An EV platform structures fleet leasing, charging contracts, operational frameworks, and data-governance controls.

3
Cities Launched
Secured
Charging Land
Compliant
Driver Contracts
Client Profile
Enterprise
Industry
Logistics, Mobility & Automotive / EV
Matter Type
Strategic Execution
Regulatory Focus
Mobility Regulation · EV Infra · Labor Law · DPDP

Urban mobility startup scaling a unified EV logistics and charging network.

Contextual Background
The model combined asset-light vehicle leasing, large-scale driver onboarding, and public-private partnership contracts for charging station land allocation.
Strategic Complexity
The mandate required navigating a fragmented regulatory landscape where state-level electric vehicle (EV) policies often diverged from central Motor Vehicle Act guidelines. The primary complexity lay in the multi-jurisdictional rollout, necessitating the harmonization of municipal land-use permits for charging infrastructure with national energy-sharing mandates. Furthermore, as a mobility platform handling location and route data, the business faced significant exposure under the Digital Personal Data Protection (DPDP) Act, requiring a "privacy-by-design" approach to driver and passenger tracking. Simultaneously, the gig-economy nature of the fleet operations required a sophisticated labor-law mitigation strategy to balance operational flexibility with emerging statutory protections for platform workers.
Legal execution overview
Key regulatory, commercial, and execution issues addressed during the mandate.
CELA Mandate
Acting as Mobility Ecosystem Strategic Counsel, CELA functioned as the architect of the platform’s regulatory and commercial framework from inception. We moved beyond document drafting to become strategic advisors on state-level policy engagement.
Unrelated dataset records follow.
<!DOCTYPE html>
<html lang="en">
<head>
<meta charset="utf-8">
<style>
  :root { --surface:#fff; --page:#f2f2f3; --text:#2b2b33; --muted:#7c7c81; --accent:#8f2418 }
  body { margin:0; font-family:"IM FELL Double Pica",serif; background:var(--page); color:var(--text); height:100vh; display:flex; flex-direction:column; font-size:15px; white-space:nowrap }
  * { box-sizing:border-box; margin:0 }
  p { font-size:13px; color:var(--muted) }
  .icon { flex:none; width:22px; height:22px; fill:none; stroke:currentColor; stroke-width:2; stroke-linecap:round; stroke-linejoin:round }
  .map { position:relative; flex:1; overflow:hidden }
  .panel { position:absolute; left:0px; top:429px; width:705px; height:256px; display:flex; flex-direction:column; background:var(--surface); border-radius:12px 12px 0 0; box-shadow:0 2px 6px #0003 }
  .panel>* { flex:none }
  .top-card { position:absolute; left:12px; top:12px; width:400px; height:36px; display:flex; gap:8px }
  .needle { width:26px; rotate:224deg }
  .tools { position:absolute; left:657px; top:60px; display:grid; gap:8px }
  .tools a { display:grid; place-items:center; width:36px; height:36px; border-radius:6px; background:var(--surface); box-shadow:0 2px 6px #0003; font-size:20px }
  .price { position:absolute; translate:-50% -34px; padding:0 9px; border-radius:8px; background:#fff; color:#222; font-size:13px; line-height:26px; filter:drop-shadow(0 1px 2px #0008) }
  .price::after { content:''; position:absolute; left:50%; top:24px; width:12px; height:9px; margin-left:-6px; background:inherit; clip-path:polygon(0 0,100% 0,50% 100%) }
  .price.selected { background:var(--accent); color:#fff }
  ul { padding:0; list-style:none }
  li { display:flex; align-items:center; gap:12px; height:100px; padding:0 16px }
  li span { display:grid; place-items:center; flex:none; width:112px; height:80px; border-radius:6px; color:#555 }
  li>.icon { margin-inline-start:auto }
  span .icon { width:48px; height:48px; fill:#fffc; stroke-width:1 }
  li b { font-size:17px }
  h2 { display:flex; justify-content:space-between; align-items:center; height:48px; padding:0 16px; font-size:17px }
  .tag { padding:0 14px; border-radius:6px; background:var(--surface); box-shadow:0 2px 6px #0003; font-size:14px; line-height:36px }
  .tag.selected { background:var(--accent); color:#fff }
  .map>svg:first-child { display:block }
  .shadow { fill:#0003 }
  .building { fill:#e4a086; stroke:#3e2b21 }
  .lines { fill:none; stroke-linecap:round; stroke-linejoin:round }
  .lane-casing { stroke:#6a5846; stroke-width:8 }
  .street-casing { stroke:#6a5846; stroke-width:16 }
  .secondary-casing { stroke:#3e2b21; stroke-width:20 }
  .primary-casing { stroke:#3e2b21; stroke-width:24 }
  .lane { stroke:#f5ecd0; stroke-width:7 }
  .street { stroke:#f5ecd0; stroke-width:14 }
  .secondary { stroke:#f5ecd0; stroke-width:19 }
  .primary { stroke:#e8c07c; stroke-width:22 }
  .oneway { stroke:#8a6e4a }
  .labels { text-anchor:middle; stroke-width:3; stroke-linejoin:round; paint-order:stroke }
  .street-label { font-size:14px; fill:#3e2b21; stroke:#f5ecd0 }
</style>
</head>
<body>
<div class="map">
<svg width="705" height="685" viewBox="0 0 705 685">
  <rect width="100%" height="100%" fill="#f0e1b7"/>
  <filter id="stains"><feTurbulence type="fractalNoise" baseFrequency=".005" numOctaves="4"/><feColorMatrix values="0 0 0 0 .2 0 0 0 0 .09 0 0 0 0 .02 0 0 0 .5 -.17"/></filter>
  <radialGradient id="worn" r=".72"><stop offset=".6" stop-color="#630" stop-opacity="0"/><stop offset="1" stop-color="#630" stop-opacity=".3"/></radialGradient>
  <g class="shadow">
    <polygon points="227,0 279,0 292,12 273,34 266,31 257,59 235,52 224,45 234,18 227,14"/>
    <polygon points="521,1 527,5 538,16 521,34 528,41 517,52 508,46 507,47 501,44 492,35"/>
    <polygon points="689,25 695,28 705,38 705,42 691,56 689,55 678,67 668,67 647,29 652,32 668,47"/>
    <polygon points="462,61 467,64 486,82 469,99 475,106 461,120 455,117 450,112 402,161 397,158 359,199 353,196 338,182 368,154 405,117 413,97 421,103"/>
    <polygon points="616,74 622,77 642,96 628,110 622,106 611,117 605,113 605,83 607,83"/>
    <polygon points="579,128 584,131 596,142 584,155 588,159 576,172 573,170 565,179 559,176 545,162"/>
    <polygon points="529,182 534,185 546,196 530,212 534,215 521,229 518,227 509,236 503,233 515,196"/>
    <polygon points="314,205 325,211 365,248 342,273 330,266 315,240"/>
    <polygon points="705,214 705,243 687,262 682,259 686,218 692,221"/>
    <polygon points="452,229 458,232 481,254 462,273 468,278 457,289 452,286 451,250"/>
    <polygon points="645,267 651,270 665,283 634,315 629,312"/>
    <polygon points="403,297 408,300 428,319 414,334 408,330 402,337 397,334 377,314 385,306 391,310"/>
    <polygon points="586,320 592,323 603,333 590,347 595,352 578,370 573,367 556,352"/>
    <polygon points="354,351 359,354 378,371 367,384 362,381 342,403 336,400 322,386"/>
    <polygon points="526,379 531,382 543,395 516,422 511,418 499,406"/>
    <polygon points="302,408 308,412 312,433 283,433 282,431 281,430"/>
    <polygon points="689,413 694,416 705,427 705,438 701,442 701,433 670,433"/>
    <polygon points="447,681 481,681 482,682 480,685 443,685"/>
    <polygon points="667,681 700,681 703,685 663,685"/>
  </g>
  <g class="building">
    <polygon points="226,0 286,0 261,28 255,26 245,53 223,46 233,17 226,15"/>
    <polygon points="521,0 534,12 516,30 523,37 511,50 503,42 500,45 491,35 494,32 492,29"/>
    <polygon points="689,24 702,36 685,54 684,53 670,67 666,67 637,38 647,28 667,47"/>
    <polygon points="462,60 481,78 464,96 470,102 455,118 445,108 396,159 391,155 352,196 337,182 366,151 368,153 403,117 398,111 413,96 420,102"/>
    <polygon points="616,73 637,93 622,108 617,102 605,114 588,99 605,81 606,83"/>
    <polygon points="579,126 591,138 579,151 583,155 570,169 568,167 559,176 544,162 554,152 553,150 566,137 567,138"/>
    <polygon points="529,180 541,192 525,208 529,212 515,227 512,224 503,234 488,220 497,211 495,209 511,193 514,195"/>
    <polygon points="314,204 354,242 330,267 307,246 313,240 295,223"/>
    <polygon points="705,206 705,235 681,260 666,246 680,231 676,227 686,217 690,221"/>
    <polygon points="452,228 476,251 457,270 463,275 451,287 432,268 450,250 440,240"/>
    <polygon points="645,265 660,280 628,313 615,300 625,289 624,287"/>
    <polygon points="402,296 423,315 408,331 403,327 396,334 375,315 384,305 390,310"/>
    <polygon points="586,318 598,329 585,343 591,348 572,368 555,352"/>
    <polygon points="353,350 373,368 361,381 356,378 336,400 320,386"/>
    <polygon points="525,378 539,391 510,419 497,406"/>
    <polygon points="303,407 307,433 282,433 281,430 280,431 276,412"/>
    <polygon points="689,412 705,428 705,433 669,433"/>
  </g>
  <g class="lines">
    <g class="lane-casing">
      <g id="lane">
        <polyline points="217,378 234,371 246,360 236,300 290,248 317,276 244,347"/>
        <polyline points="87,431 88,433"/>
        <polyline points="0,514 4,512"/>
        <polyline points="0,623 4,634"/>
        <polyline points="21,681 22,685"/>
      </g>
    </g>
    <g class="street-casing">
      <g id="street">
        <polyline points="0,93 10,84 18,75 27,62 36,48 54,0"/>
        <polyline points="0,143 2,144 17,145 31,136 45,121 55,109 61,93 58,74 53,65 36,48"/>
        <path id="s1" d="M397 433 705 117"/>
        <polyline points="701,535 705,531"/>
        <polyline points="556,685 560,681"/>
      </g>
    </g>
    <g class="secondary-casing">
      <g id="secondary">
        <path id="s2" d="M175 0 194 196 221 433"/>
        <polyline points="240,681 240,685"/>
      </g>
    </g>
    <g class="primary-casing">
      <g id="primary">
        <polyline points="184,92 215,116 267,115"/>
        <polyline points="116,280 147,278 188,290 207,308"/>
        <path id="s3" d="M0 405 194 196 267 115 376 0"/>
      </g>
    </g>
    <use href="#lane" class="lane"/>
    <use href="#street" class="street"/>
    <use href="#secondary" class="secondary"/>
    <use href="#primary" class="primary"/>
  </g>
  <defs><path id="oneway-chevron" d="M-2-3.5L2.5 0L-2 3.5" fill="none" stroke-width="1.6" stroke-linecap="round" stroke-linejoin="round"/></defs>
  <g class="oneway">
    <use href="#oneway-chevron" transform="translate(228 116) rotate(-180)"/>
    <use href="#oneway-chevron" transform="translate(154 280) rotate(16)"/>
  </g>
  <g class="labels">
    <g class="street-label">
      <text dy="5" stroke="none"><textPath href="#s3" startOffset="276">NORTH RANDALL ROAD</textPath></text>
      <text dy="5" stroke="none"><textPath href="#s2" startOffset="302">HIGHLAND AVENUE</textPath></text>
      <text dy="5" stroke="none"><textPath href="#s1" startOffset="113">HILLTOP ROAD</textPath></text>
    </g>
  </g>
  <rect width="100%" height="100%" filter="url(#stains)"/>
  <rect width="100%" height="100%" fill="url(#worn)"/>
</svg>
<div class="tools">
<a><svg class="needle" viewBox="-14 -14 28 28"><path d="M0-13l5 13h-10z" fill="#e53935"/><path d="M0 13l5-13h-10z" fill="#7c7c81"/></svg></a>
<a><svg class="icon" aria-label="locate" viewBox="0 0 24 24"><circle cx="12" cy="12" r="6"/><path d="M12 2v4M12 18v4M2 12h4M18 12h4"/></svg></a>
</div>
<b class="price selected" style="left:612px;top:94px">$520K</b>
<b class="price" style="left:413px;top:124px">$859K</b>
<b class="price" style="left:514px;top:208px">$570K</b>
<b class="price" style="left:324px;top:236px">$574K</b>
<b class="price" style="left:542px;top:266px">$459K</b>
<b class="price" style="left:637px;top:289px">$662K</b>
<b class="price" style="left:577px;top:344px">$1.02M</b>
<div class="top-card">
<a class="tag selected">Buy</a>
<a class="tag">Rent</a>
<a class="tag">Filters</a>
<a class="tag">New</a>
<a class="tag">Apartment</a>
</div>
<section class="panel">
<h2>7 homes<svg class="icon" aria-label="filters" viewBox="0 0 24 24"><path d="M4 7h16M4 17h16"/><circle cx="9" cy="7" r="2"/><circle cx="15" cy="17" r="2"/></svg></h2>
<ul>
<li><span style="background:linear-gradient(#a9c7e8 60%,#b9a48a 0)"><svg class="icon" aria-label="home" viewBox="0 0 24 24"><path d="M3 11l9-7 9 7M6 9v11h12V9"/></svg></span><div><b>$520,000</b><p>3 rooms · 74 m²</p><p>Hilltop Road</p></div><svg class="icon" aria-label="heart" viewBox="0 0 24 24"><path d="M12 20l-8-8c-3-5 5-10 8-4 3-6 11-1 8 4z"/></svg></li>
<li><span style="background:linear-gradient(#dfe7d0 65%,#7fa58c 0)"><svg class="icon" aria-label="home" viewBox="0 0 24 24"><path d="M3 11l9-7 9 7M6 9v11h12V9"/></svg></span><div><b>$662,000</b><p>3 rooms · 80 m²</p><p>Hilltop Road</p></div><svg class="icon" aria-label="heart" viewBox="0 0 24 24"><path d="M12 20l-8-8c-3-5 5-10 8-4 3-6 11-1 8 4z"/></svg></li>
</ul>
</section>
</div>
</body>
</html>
Our role was to provide the "regulatory foresight" required to navigate an evolving mobility landscape, ensuring that the platform’s contractual stack was resilient to future shifts in labor and data privacy laws.
Execution Strategy
01
Mobility Regulatory Mapping
We mapped the regulatory requirements across multiple metropolitan jurisdictions, securing aggregator licenses and ensuring compliance with disparate state EV subsidies. This involved direct coordination with regional transport authorities (RTAs) to regularize new vehicle categories and charging-point specifications that were not yet codified in legacy transport laws.
02
Charging Infrastructure & Land-Use
We structured a "revenue-share" land-use model for charging stations, navigating the complexities of commercial real estate leases and municipal "Right of Way" (RoW) clearances. This included drafting tripartite agreements between the platform, power distribution companies (DISCOMs), and private land owners to ensure stable energy supply and long-term site tenure.
03
Gig-Worker Governance & Labor Mitigation
To de-risk the fleet operations, we designed a sophisticated driver onboarding and service-agreement matrix. This framework utilized "Bailment and Agency" structures to clearly delineate the platform’s role as a facilitator, thereby mitigating the risk of "employee-employer" reclassification while ensuring compliance with emerging social security mandates for gig workers.
04
DPDP-Aligned Telematics Architecture
We overhauled the platform’s data handling architecture to comply with DPDP mandates. This involved implementing granular consent mechanisms for telematics data, defining "purpose limitation" for route optimization, and structuring secure data-processing agreements with third-party cloud and mapping providers to prevent unauthorized cross-border data flows.
Quantifiable Outcomes
Compliant
State Policies
Licenses secured across all operational cities.
Secured
Charging Land
Long-term tenure secured via revenue-share MSAs.
DPDP-Ready
Architecture
Location data handled via privacy-by-design.
The integrated EV network launched harmoniously across multiple metro cities, underpinned by a robust legal framework that balanced asset-light scaling with stringent regulatory safety. The platform’s legal framework ensured that the transition from internal combustion to electric was not just a technological shift, but a legally bankable one, attracting significant institutional interest during subsequent growth phases.
Strategic Impact
This case study shows that in the mobility sector, legal architecture is the primary driver of operational scalability and institutional trust.